Reputation: 261
I'm working on a WordPress plugin that replaces the bad words from the comments with random new ones from a list.
I now have 2 arrays: one containing the bad words and another containing the good words.
$bad = array("bad", "words", "here");
$good = array("good", "words", "here");
Since I'm a beginner, I got stuck at some point.
In order to replace the bad words, I've been using $newstring = str_replace($bad, $good, $string);
.
My first problem is that I want to turn off the case sensivity, so I won't put the words like this "bad", "Bad", "BAD", "bAd", "BAd", etc
but I need the new word to keep the format of the original word, for example if I write "Bad", it would be replaced with "Words", but if I type "bad", it would be replaced with "words", etc.

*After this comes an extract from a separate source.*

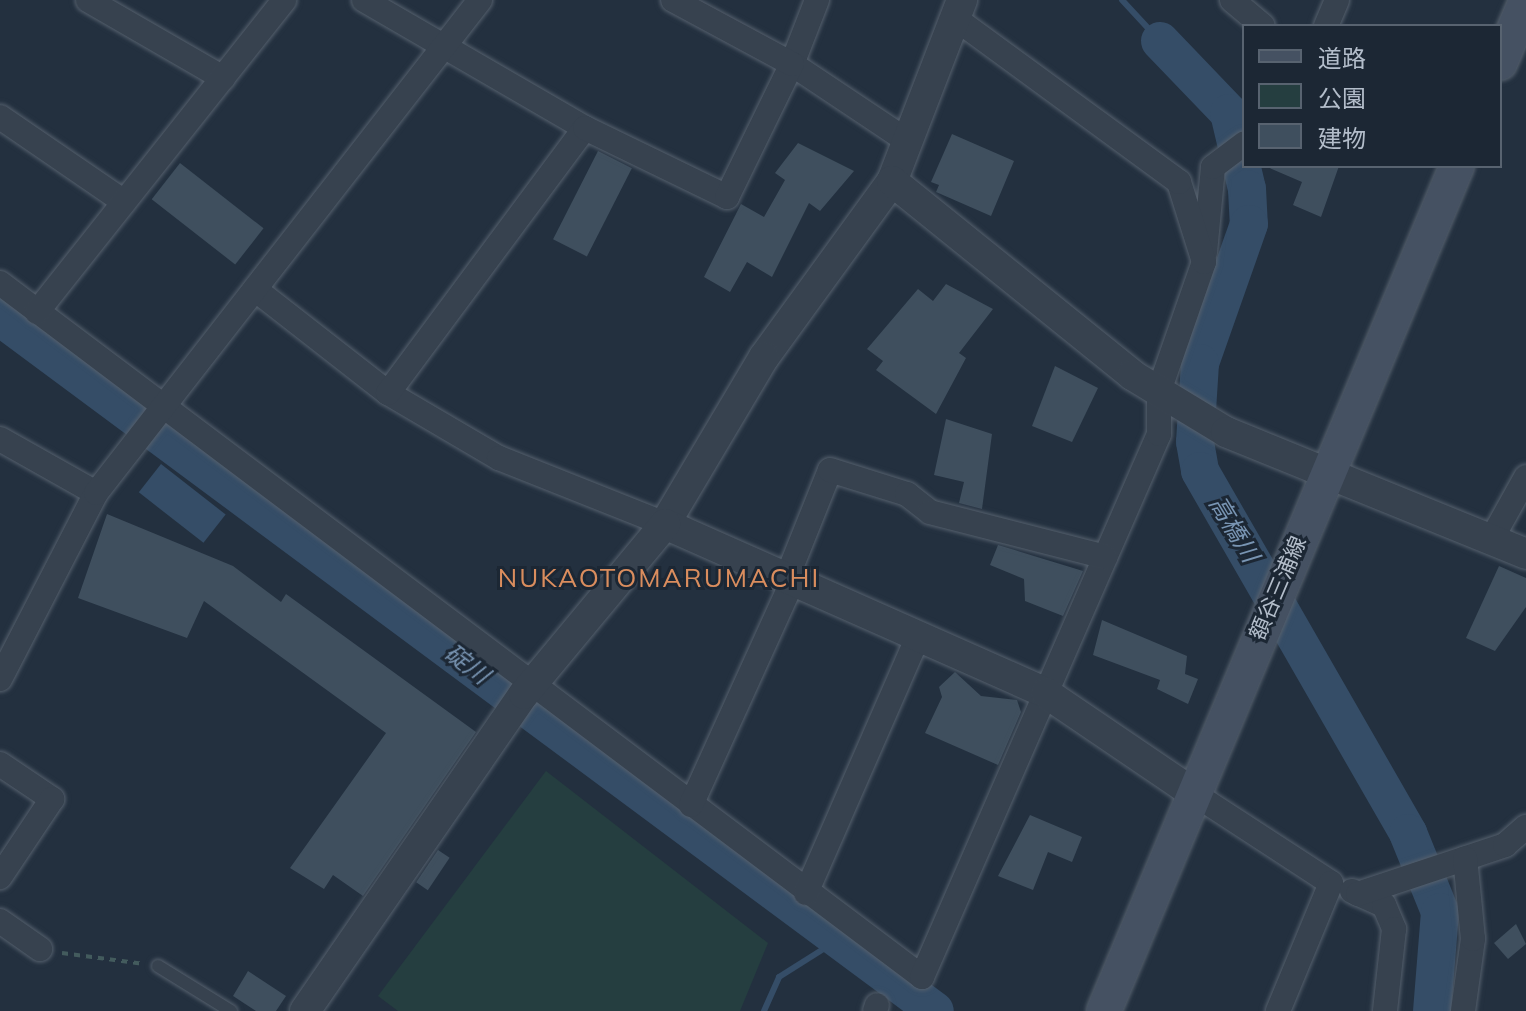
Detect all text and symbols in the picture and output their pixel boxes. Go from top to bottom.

My first tought was to use str_ireplace
, but it forgets if the original word had a capital letter.
The second problem is that I don't know how to deal with the users that type like this: "b a d", "w o r d s", etc. I need an idea.
In order to make it select a random word, I think I can use $new = $good[rand(0, count($good)-1)];
then $newstring = str_replace($bad, $new, $string);
. If you have a better idea, I'm here to listen.

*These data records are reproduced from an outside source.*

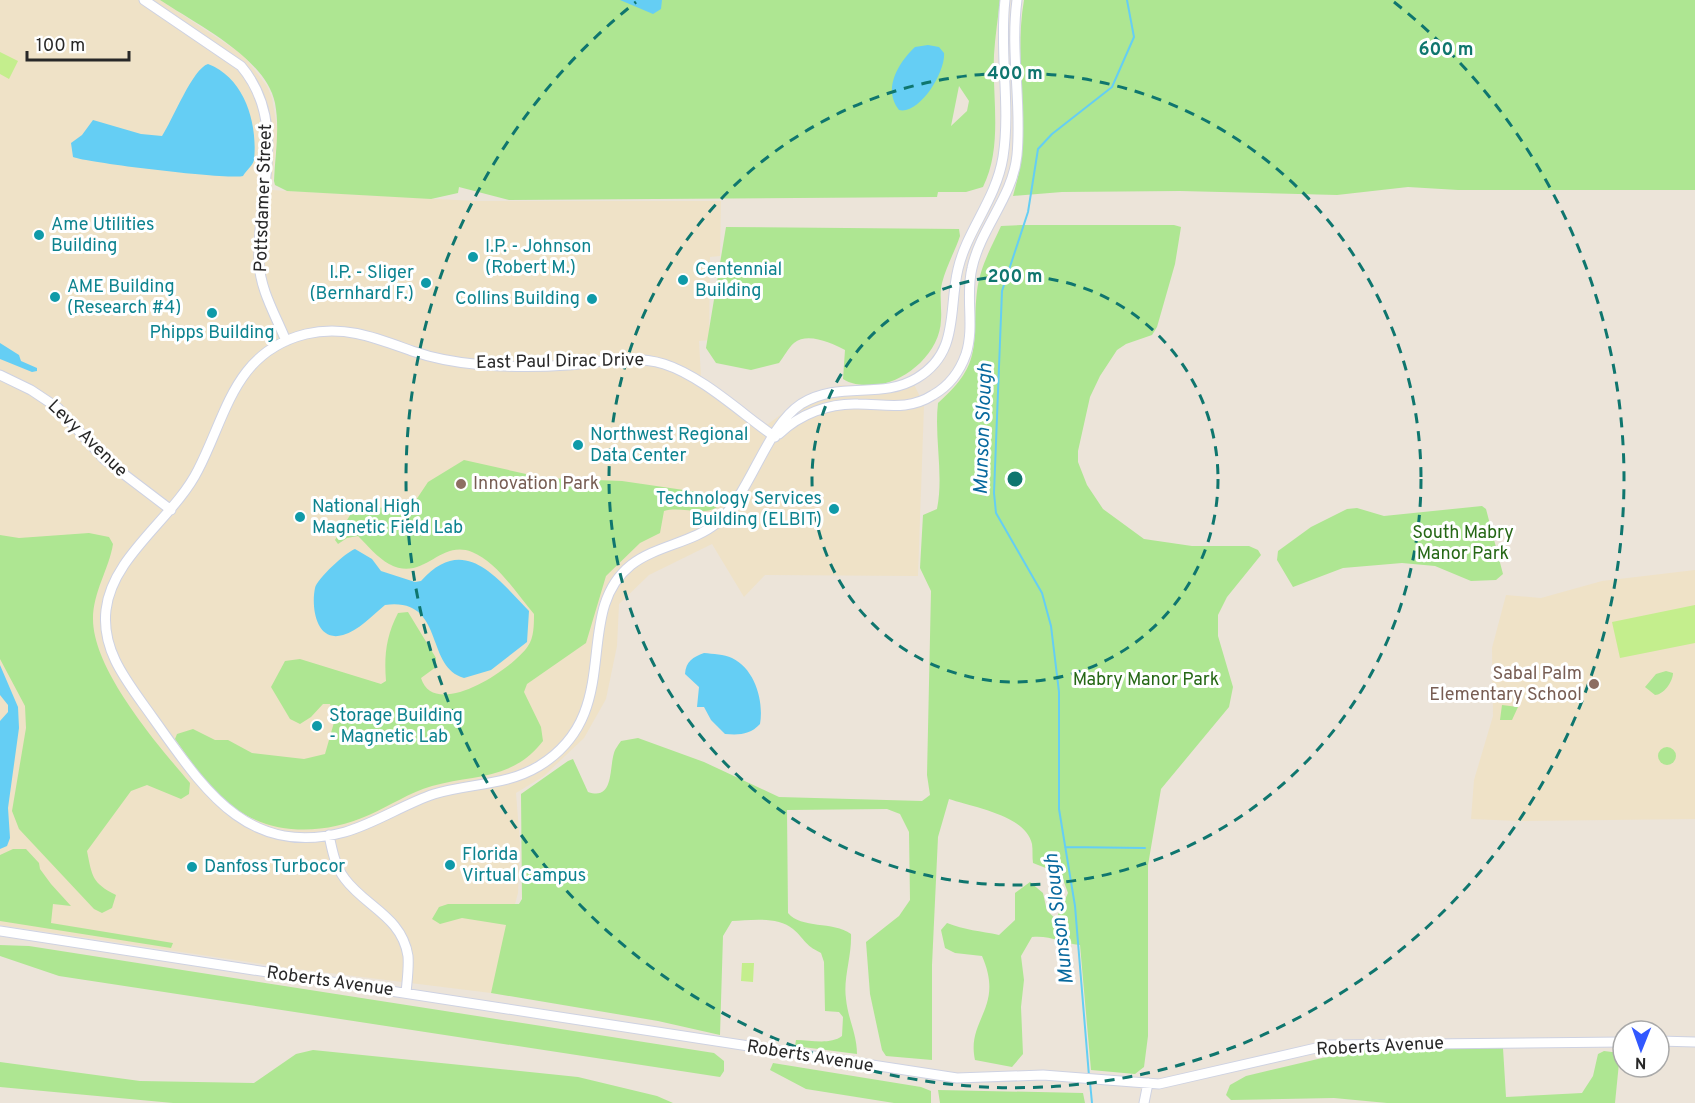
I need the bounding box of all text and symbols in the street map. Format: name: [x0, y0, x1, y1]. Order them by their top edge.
scale bar: [27, 24, 129, 62]
text: 100 m: [36, 35, 85, 58]
text: 600 m: [1418, 39, 1474, 62]
text: 400 m: [987, 63, 1043, 86]
street label: Pottsdamer Street: [250, 123, 278, 273]
place label: Ame Utilities Building: [51, 214, 154, 258]
marker: Ame Utilities Building: [32, 228, 46, 242]
place label: I.P. - Johnson (Robert M.): [485, 236, 591, 280]
marker: I.P. - Johnson (Robert M.): [466, 250, 480, 264]
place label: Centennial Building: [695, 259, 782, 303]
place label: I.P. - Sliger (Bernhard F.): [309, 262, 414, 306]
text: 200 m: [987, 266, 1043, 289]
marker: Centennial Building: [676, 273, 690, 287]
place label: AME Building (Research #4): [67, 276, 181, 320]
marker: I.P. - Sliger (Bernhard F.): [419, 276, 433, 290]
place label: Collins Building: [455, 288, 580, 311]
marker: AME Building (Research #4): [48, 290, 62, 304]
marker: Collins Building: [585, 292, 599, 306]
marker: Phipps Building: [205, 306, 219, 320]
place label: Phipps Building: [149, 322, 275, 345]
street label: East Paul Dirac Drive: [476, 349, 644, 375]
water label: Munson Slough: [969, 363, 999, 495]
street label: Levy Avenue: [42, 395, 132, 483]
place label: Northwest Regional Data Center: [590, 424, 749, 468]
marker: Northwest Regional Data Center: [571, 438, 585, 452]
centre of rings: [1005, 469, 1025, 489]
place label: Innovation Park: [473, 473, 599, 496]
marker: Innovation Park: [454, 477, 468, 491]
place label: Technology Services Building (ELBIT): [656, 488, 822, 532]
place label: National High Magnetic Field Lab: [312, 496, 463, 540]
marker: Technology Services Building (ELBIT): [827, 502, 841, 516]
marker: National High Magnetic Field Lab: [293, 510, 307, 524]
park label: South Mabry Manor Park: [1412, 522, 1514, 566]
place label: Sabal Palm Elementary School: [1429, 663, 1582, 707]
park label: Mabry Manor Park: [1073, 669, 1219, 692]
marker: Sabal Palm Elementary School: [1587, 677, 1601, 691]
place label: Storage Building - Magnetic Lab: [329, 705, 463, 749]
marker: Storage Building - Magnetic Lab: [310, 719, 324, 733]
place label: Florida Virtual Campus: [462, 844, 586, 888]
water label: Munson Slough: [1039, 852, 1081, 986]
place label: Danfoss Turbocor: [204, 856, 345, 879]
marker: Florida Virtual Campus: [443, 858, 457, 872]
marker: Danfoss Turbocor: [185, 860, 199, 874]
street label: Roberts Avenue: [265, 962, 395, 1002]
north arrow: [1611, 1019, 1671, 1079]
street label: Roberts Avenue: [1316, 1032, 1444, 1062]
street label: Roberts Avenue: [745, 1036, 875, 1078]
text: N: [1635, 1052, 1647, 1072]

The general look of my script:
function noswear($string)
{
if ($string)
{
$bad = array("bad", "words");
$good = array("good", "words");
$newstring = str_replace($bad, $good, $string);
return $newstring;
}
echo noswear("I see bad words coming!");
Thank you in advance for your help!
Upvotes: 9
Views: 8139
Reputation: 6148
There are (as has been pointed out in the comments numerous times) gaping holes for you - and/or your code - to fall into through implementing such a feature, to name but a few:
You'd do better to implement a moderation/flagging system where people can flag offensive comments which can then be edited/removed by mods, users, etc.
On that understanding, let us proceed...
Given that you:
$bad_words
$good_words
You can very easily use PHP
s preg_replace_callback
function:
$input_string = 'This Could be interesting but should it be? Perhaps this \'would\' work; or couldn\'t it?';
$bad_words = array('could', 'would', 'should');
$good_words = array('might', 'will');
function replace_words($matches){
global $good_words;
return $matches[1].$good_words[rand(0, count($good_words)-1)].$matches[3];
}
echo preg_replace_callback('/(^|\b|\s)('.implode('|', $bad_words).')(\b|\s|$)/i', 'replace_words', $input_string);
Okay, so what the preg_replace_callback
does is it compiles a regex pattern consisting of all of the bad words. Matches will then be in the format:
/(START OR WORD_BOUNDARY OR WHITE_SPACE)(BAD_WORD)(WORD_BOUNDARY OR WHITE_SPACE OR END)/i
The i
modifier makes it case insensitive so both bad
and Bad
would match.
The function replace_words
then takes the matched word and it's boundaries (either blank or a white space character) and replaces it with the boundaries and a random good word.
global $good_words; <-- Makes the $good_words variable accessible from within the function
$matches[1] <-- The word boundary before the matched word
$matches[3] <-- The word boundary after the matched word
$good_words[rand(0, count($good_words)-1] <-- Selects a random good word from $good_words
You could rewrite the above as a one liner using an anonymous function in the preg_replace_callback
echo preg_replace_callback(
'/(^|\b|\s)('.implode('|', $bad_words).')(\b|\s|$)/i',
function ($matches) use ($good_words){
return $matches[1].$good_words[rand(0, count($good_words)-1)].$matches[3];
},
$input_string
);
If you're going to use it multiple times you may also write it as a self-contained function, although in this case you're most likely going to want to feed the good/bad words in to the function when calling it (or hard code them in there permanently) but that depends on how you derive them...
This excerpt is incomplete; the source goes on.